Filling ratholes with cement.

It's that kind of provocative title, isn't it? Almost like the beginning of a bad metaphor in what will turn out to be a cringingly boring sermon as you slump, hungover, further into the pew. ( "...of course, we should try and understand that we've all had to fill ratholes with cement; each and every one of us. We cannot stand in judgement.
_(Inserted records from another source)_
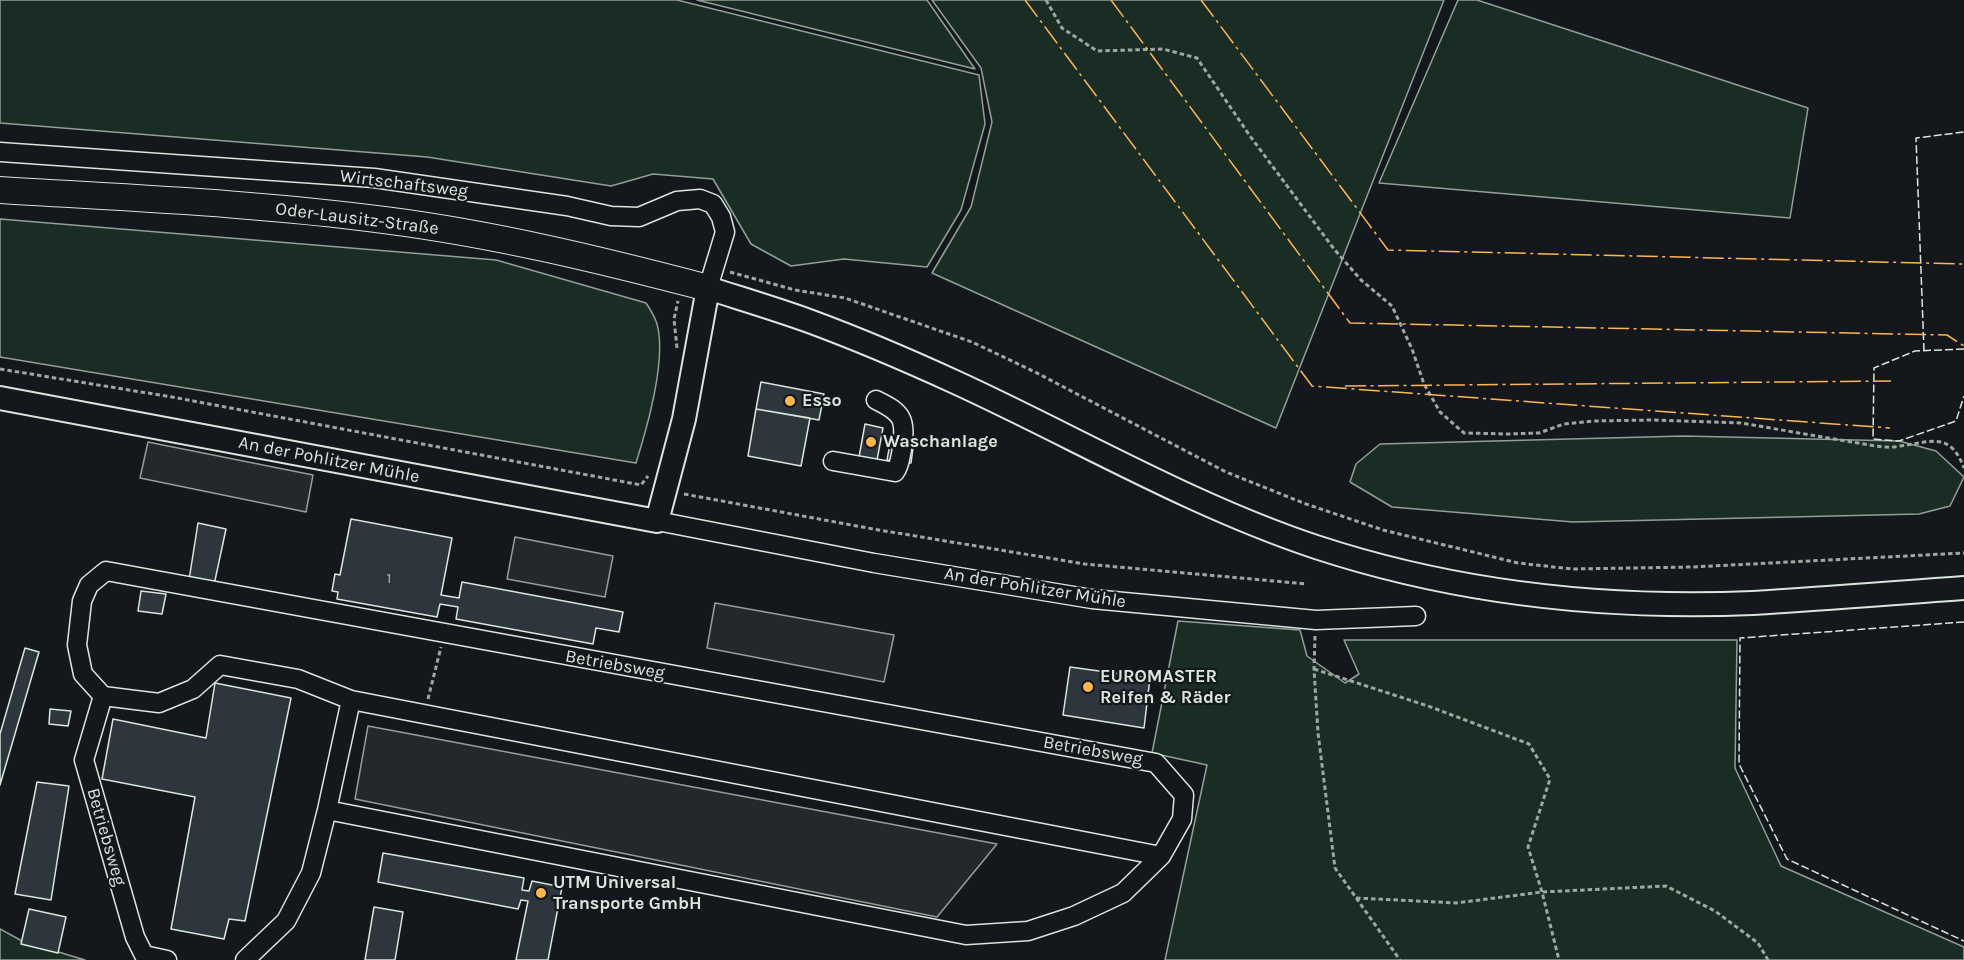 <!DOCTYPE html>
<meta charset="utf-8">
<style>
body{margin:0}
canvas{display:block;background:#14181c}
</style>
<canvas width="1964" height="960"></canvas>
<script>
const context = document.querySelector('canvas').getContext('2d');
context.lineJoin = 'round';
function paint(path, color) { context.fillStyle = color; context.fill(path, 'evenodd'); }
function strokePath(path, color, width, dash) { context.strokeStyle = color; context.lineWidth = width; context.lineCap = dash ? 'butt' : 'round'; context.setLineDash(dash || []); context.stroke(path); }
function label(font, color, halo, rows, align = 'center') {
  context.font = font + ' Karla,sans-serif'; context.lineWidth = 4.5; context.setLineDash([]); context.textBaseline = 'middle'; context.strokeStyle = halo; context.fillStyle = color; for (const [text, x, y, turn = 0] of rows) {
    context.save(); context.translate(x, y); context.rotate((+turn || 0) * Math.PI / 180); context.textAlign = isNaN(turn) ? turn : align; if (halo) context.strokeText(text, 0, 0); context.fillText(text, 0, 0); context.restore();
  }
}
const green = new Path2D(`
 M0 0H677L979 75 985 124 961 210 927 267 844 259 791 266 751 244 713 179 653 174 611 186 427 157 0 123Z
 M697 0H927L975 69Z
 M932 0H1444L1276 428 932 273 971 207 992 122 981 68Z
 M1458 0H1477L1808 108 1790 218 1379 183Z
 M0 219 496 260 646 303C650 309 655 317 657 324 667 360 647 428 636 463L0 357Z
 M1684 436 1899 441 1936 451 1964 477 1950 506 1919 514 1573 522 1392 507 1350 482 1356 464 1380 444Z
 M1178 621 1300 630 1307 656 1345 683 1359 674 1344 640H1737L1735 768 1781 866 1964 947V960H1165L1207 765 1152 753Z
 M0 929 22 941 85 960H0Z`);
paint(green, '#1a2d24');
strokePath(green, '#939e99', 1.5);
const parking = new Path2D(`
 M148 442 313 475 306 512 140 478Z
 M515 537 613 556 605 597 507 579Z
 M715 603 894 635 884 682 707 648Z
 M368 726 997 844 937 917 355 799Z`);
paint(parking, '#24282b');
strokePath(parking, '#939e99', 1.5);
const building = new Path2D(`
 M761 382 824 394 819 420 756 409Z
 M756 409 810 418 801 466 748 456Z
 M865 424 883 428 877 460 859 457Z
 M890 444 913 448 911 463 887 460Z
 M351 519 452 538 441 595 459 598 462 582 623 612 619 632 596 628 593 644 456 619 458 607 440 604 437 617 337 599 338 592 332 591 335 574 340 575Z
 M198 523 226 529 214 585 189 580Z
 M141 591 166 594 162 614 138 611Z
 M25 648 39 652 0 785V734Z
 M1070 667 1150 678 1144 728 1063 715Z
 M215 683 291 698 245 921 229 919 224 939 171 929 195 797 102 779 113 719 206 738Z
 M50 709 71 711 68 726 49 724Z
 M37 782 69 786 51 900 15 894Z
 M383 853 524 878 522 890 529 891 532 881 562 887 548 960H516L528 901 521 900 518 909 378 882Z
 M374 907 403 912 395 960H365Z
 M29 909 66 917 58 953 21 944Z`);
paint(building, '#2c363c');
strokePath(building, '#d8e6dc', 1.5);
const minor = new Path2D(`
 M0 152 374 178 567 206 611 216 639 217 677 201 700 199 713 204 721 217 725 232 708 288
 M833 461 895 472C900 465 900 458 902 449 906 419 903 413 876 400
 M657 521 874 563 1092 599 1316 620 1416 616
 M103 696 84 760 135 937 144 955 167 960
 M327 810 966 935 1028 931 1074 916 1123 893 1161 856 1182 819 1184 795 1156 763 106 571 89 585 82 601 77 645 83 674 103 696 159 703 193 689 220 665 298 679 351 700 1161 856
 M245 960 286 921 311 873 327 810 351 700`);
const major = new Path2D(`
 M0 398 657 521 684 419 708 288C742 299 776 309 809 321 858 339 907 360 955 382 1075 437 1190 505 1316 547 1456 593 1606 609 1753 603 1823 599 1894 593 1964 588`);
const highway = new Path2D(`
 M0 190C128 198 257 203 384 220 494 234 601 260 708 288`);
strokePath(minor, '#d8e6dc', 21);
strokePath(major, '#d8e6dc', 26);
strokePath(highway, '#d8e6dc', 28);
strokePath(new Path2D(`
 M1046 0 1062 28 1097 51 1163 49 1197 58 1250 136 1334 249 1361 280 1392 306 1412 349 1424 384 1440 412 1464 433 1508 434 1539 433 1564 424 1594 421 1652 420 1741 423 1875 446C1883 447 1892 448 1900 446 1931 442 1950 431 1964 468
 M730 272 795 290 845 298 972 342 1035 372 1226 472 1306 504 1383 530 1518 563 1572 569 1693 567 1964 553
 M677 348 674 319 678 301
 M0 369 172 397 641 485 648 476
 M684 494 873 529 1085 564 1307 584
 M1315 636 1314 669 1318 733 1335 868 1400 960
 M1314 669 1428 706 1529 744 1550 779 1528 847 1542 892 1559 960
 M428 699 441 647
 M1356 898 1456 903 1542 892 1666 886 1715 911 1758 943 1768 960`), '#9da8a2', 3, [4.5, 3]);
strokePath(minor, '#14181c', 18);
strokePath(major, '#14181c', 22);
strokePath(highway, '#14181c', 26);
strokePath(new Path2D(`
 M1964 349 1915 351 1874 368 1873 439 1899 441 1956 421 1964 396
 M1924 351 1916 138 1964 132
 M1964 622 1740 638 1739 764 1787 859 1964 941`), '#d8e6dc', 1.5, [8, 3]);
strokePath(new Path2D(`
 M1025 0 1312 386 1890 428
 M1111 0 1350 323 1947 335 1964 346
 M1201 0 1388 250 1964 264
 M1345 386 1891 381`), '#ffb74d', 1.5, [21, 4.5, 3, 4.5]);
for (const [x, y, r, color] of [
 [790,401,6,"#ffb74d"],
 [871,442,6,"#ffb74d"],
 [1088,687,6,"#ffb74d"],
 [541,893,6,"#ffb74d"]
]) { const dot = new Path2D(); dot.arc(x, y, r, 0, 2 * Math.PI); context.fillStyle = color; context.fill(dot); strokePath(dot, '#14181c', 2); }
label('15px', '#adbab4', null, [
 ["1",389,579]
]);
label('18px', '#d8e6dc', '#14181c', [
 ["Wirtschaftsweg",404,184,7],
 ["Oder-Lausitz-Straße",357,219,7],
 ["An der Pohlitzer Mühle",329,460,11],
 ["An der Pohlitzer Mühle",1035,588,9],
 ["Betriebsweg",615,665,10],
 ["Betriebsweg",1093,751,10],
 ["Betriebsweg",106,837,74]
]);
label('bold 18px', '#d8e6dc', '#14181c', [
 ["Esso",802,401],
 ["Waschanlage",883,442],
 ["EUROMASTER",1100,677],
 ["Reifen & Räder",1100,698],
 ["UTM Universal",553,883],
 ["Transporte GmbH",553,904]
], 'left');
</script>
But this should always bring to mind the parable of Jesus among the money changers in the temple... [ I had just typed 'Monet changers', which looked far more interesting... that proximital slip of the T and Y being adjacent each other on the keyboard creates a whole different tangent that is tempting to follow..anyway...])

So as I laid in bed at 3 am listening to an ongoing rodent Summer of Love in the walls, it brought to mind Gary Snyder's concept of 'porosity' from The Practice of the Wild, the idea of allowing our surroundings to move freely through our lives, a kind of practice of interpenetration and embrace of Rattus norvegicus. After all, they are sentient beings. .... Right. All that went out the window yesterday, when it was discovered that the furry bodhisattvas had started chewing on Jane's green, un-fired pots, as she had been using coconut in the clay body to open the texure of the surface during the bisque firing. Madam was not pleased. So it's a Friday evening, and I'm gripping a beer (sadly not a PBR , as suggested elsewhere) and filling ratholes with cement.; not off to interesting gigs, fashionable parties, or an evening filed with scintillating, Wildean repartee.

Anyway, sorry for the digression - the header photo: more holiday snaps. Lordsburg, New Mexico; a bypassed godforsaken railway town that was once a major hub of activity. It was the place that the 'Ringo Kid', John Wayne, had to get to in his early film Stagecoach, by John Ford. Standing in the middle of the high plains on the border of Arizona at over 4,000 feet, you can now stand on the main street at rush hour, all six lanes of it and take photos at your leisure. The early sun shows gold off the rail tracks that every 10 minutes a what seems miles-long freight labors over the imperceptible incline, four locos in front, two in the back, laden with containers of white-goods soma from China.


This vast space seems haunted, and indeed it was; we had spent the day driving up from the Mexican border through a long, high valley that was all pasturage, about four miles wide flanked by 1,000-2,000 foot ridges hemming in each side. This, compared to the landscape before and after, had seemed relatively lush in a high-plains-kind-of-way. We stopped for about a half an hour, alone, just outside a place called Apache, and listened to the impersonal, autonomous wind that had blown forever, irregardless of our presence, and would always continue to do so. The sense it gave was one of something lost, you kept scanning the ridges for some sign of the reasons why. The effect was entirely otherworldly, though you knew you were on a road, in the USA, in a car, participating in the shiny, almost-new Third Millennium.

The reason became clear at the next crossroads (to glorify one house by a dirt track by that name) - there was a stone cairn which, after seeing nothing for the last 60 miles, we stopped at. It was composed of spooky recovered stone quorns the women had used for grinding corn and local rock, with a small bronze plaque that announced this was the place that Geronimo and the exhausted Apaches had finally surrendered to the horse soldiers. Geronimo and 35 warriors had held off 5,000 cavalry for almost a year, (who they knew would only ever increase in number) and had finally been split up and ethnically-cleansed to reservations hundreds of miles away in Florida, while others had been sent to the extremely unpromising scrub land tracts that white guys decided they couldn't use for anything else. I found later it was called Skeleton Canyon; it had been their valley.


The thing that occurred to me was that all the valleys had been someone's long before they were driven from them.

6 comments:

Anonymous said...

nice pictures kev!!

kbop said...

well, I'm having to be quite restrained here, or else we're going to end up with endless numbers of views of rails or roads stretching into the distance, along with somewhat funky/crap motels and pictures of veeerrry long trains

k

Anonymous said...

It sounds exotic to me and makes me wonder..
you should upload some more pictures!!

Anonymous said...

Thanks for your temperance. As with many things in life I believe moderation to be the key.

-wcf

Andrew James Brown said...

Is moderation a requirement in the matter of filling ratholes with cement? That aside the photos are very good. As a Brit, whose landscapes are somewhat more confined, I adore those open skies. I guess it's why I love the fens. Miles of bleak, flat, miserable black fields with the only detail being the odd barn and seemingly infinitely long drains. Damn, my Protestant bleak streak must be kicking in . . .

Honorclare said...

great pictures, they capture the atmosphere of the place. Cool. What kind of camera you have?